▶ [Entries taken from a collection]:
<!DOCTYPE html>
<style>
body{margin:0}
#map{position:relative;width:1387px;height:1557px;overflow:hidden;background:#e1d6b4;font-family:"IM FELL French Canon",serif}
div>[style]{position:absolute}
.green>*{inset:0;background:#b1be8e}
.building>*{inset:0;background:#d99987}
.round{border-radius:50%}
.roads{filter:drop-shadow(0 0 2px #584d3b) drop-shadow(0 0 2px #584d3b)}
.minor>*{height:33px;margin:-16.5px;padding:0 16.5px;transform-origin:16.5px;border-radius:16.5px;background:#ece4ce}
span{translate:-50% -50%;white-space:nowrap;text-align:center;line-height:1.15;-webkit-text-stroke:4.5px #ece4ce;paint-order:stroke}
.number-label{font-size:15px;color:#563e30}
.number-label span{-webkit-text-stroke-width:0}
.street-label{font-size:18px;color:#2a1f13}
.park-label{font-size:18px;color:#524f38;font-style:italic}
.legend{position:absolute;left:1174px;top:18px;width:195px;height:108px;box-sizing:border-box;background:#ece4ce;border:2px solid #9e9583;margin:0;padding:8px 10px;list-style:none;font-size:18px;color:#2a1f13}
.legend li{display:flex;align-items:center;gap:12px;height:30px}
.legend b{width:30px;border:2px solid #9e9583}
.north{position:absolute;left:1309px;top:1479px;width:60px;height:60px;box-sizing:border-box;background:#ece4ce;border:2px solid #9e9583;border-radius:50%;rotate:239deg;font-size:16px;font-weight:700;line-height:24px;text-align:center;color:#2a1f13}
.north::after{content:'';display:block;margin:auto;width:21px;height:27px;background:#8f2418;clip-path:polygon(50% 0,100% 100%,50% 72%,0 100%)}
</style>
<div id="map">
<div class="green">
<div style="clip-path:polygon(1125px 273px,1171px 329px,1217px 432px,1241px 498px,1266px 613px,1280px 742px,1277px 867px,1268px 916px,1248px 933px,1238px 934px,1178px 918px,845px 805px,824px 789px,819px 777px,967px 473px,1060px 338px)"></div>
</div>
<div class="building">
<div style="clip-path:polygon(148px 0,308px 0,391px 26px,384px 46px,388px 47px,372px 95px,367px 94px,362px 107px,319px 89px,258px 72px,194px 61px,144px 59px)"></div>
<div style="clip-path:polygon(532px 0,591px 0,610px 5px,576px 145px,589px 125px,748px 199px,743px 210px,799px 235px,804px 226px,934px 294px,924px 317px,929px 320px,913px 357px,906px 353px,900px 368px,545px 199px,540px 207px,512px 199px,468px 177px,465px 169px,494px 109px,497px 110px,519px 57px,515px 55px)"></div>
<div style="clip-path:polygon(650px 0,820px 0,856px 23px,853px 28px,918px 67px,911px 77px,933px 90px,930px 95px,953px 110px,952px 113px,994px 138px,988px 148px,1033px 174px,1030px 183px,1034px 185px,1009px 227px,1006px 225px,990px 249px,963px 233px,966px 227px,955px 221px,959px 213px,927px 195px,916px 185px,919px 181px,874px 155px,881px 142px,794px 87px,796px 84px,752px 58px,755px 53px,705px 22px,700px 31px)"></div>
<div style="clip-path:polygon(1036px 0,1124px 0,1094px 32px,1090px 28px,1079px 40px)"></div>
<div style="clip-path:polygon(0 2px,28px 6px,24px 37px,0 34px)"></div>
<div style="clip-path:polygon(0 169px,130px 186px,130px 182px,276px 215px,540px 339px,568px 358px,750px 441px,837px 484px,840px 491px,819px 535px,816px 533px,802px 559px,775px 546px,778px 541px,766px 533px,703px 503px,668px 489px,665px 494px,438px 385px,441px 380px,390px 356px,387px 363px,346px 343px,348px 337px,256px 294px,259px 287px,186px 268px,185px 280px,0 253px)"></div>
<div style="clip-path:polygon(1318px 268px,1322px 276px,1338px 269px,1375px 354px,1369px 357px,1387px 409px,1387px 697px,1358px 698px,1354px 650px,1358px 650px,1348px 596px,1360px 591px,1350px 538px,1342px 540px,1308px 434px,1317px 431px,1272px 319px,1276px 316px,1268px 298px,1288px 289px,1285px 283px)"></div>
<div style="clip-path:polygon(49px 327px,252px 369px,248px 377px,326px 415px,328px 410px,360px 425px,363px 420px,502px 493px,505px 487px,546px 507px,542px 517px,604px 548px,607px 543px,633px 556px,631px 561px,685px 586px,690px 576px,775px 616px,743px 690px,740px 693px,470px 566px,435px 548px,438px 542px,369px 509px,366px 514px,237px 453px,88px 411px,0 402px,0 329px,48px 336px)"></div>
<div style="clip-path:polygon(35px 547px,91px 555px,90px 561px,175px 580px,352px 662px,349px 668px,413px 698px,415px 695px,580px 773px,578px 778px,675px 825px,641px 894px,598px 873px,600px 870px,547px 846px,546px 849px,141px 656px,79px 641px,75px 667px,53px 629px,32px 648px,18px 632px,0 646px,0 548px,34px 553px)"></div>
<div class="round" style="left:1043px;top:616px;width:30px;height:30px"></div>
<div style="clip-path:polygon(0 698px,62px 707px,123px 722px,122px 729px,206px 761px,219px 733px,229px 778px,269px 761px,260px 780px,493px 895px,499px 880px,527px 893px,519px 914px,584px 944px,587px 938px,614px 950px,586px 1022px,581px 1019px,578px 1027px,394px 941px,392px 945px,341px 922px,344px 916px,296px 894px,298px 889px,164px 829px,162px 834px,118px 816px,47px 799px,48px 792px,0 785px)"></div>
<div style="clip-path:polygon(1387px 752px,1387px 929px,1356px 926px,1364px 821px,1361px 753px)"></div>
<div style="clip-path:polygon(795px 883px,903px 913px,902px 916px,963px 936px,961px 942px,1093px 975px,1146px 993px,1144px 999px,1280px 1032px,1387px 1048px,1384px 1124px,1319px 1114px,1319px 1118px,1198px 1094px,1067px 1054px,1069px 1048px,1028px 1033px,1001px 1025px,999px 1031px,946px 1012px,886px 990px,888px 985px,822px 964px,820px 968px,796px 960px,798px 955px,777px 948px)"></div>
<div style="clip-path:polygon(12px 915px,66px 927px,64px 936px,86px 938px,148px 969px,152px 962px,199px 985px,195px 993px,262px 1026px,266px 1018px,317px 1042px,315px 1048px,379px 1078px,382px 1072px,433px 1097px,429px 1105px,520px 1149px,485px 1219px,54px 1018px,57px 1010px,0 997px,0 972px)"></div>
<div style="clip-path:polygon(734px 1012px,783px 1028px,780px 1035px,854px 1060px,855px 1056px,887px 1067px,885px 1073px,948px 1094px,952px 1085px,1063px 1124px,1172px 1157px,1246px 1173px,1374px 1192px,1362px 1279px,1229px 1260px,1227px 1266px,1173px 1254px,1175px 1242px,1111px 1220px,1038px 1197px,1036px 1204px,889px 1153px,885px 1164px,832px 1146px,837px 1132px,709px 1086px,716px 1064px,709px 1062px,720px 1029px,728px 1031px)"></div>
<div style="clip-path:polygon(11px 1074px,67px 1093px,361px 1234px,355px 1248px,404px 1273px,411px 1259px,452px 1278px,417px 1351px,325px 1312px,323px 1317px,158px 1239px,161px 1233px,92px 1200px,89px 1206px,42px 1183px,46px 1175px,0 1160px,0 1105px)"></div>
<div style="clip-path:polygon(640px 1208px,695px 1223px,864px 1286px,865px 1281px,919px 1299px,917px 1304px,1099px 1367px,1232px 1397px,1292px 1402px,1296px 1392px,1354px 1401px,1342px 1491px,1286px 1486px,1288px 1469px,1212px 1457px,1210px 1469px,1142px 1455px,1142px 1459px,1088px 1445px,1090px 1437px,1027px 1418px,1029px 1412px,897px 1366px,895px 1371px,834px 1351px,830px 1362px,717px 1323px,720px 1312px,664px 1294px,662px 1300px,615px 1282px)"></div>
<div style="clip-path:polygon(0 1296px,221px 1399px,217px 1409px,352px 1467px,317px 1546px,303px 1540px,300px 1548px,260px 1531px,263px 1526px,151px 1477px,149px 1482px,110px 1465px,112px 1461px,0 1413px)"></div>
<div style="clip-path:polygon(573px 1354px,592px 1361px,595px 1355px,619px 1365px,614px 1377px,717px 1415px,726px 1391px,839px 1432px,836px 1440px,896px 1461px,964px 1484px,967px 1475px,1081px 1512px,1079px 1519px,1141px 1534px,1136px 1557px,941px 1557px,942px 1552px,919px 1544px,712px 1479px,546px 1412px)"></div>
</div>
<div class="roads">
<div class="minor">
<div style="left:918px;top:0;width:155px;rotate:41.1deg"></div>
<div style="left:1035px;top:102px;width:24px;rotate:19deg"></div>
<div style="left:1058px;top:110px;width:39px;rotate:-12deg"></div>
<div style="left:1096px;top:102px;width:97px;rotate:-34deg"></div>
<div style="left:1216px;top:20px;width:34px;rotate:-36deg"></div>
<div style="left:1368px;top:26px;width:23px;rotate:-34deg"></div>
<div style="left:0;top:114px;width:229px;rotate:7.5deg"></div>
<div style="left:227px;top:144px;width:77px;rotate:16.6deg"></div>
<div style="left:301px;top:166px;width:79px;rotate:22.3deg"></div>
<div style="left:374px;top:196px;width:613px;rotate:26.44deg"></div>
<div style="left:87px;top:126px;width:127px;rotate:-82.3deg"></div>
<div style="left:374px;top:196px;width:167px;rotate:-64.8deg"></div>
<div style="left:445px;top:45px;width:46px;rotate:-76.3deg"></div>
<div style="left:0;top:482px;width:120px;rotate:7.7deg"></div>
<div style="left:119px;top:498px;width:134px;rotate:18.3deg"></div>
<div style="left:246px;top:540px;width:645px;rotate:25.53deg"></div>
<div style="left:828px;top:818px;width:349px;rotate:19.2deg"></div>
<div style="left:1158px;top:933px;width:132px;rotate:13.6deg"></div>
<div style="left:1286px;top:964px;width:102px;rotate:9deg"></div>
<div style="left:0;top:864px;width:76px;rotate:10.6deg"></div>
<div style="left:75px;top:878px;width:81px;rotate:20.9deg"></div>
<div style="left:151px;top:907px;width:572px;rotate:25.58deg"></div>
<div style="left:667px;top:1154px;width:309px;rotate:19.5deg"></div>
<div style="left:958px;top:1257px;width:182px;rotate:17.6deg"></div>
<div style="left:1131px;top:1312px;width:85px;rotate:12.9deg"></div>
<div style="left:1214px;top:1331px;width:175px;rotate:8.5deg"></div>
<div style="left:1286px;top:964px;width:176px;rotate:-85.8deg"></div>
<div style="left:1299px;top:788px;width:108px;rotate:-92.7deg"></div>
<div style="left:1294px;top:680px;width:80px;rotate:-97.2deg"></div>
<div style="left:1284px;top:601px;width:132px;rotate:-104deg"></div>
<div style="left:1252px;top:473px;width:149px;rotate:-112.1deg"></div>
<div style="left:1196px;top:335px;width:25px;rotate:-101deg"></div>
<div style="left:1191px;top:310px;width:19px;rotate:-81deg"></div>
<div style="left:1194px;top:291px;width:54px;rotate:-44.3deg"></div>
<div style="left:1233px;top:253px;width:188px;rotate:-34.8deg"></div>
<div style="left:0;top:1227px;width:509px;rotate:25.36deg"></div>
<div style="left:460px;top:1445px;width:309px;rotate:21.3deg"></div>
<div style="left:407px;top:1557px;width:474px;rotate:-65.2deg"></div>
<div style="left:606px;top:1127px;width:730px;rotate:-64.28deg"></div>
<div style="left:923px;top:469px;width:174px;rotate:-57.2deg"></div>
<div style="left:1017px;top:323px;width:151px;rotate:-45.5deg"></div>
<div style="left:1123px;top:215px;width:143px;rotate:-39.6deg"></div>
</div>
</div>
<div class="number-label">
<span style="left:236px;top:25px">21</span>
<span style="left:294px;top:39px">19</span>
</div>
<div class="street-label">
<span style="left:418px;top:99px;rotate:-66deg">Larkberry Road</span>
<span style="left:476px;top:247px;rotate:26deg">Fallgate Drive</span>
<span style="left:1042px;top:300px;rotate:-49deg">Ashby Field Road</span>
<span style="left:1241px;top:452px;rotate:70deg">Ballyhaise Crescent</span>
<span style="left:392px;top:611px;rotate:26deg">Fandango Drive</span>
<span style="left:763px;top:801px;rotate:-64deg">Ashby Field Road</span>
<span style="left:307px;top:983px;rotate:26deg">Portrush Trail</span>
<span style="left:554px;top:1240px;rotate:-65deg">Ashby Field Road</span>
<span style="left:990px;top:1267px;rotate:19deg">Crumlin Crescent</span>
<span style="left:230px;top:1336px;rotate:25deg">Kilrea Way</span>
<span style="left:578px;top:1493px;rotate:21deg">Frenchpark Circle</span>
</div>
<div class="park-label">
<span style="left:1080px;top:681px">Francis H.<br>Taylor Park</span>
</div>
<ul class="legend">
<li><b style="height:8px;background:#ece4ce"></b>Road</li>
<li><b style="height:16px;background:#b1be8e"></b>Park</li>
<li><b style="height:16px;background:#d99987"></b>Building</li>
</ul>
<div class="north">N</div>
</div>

▶ [TASK]: Please tally the lines of the entries that hold "roads" and give only the resulting number.

▶ [RESULT OF THIS TASK]: 2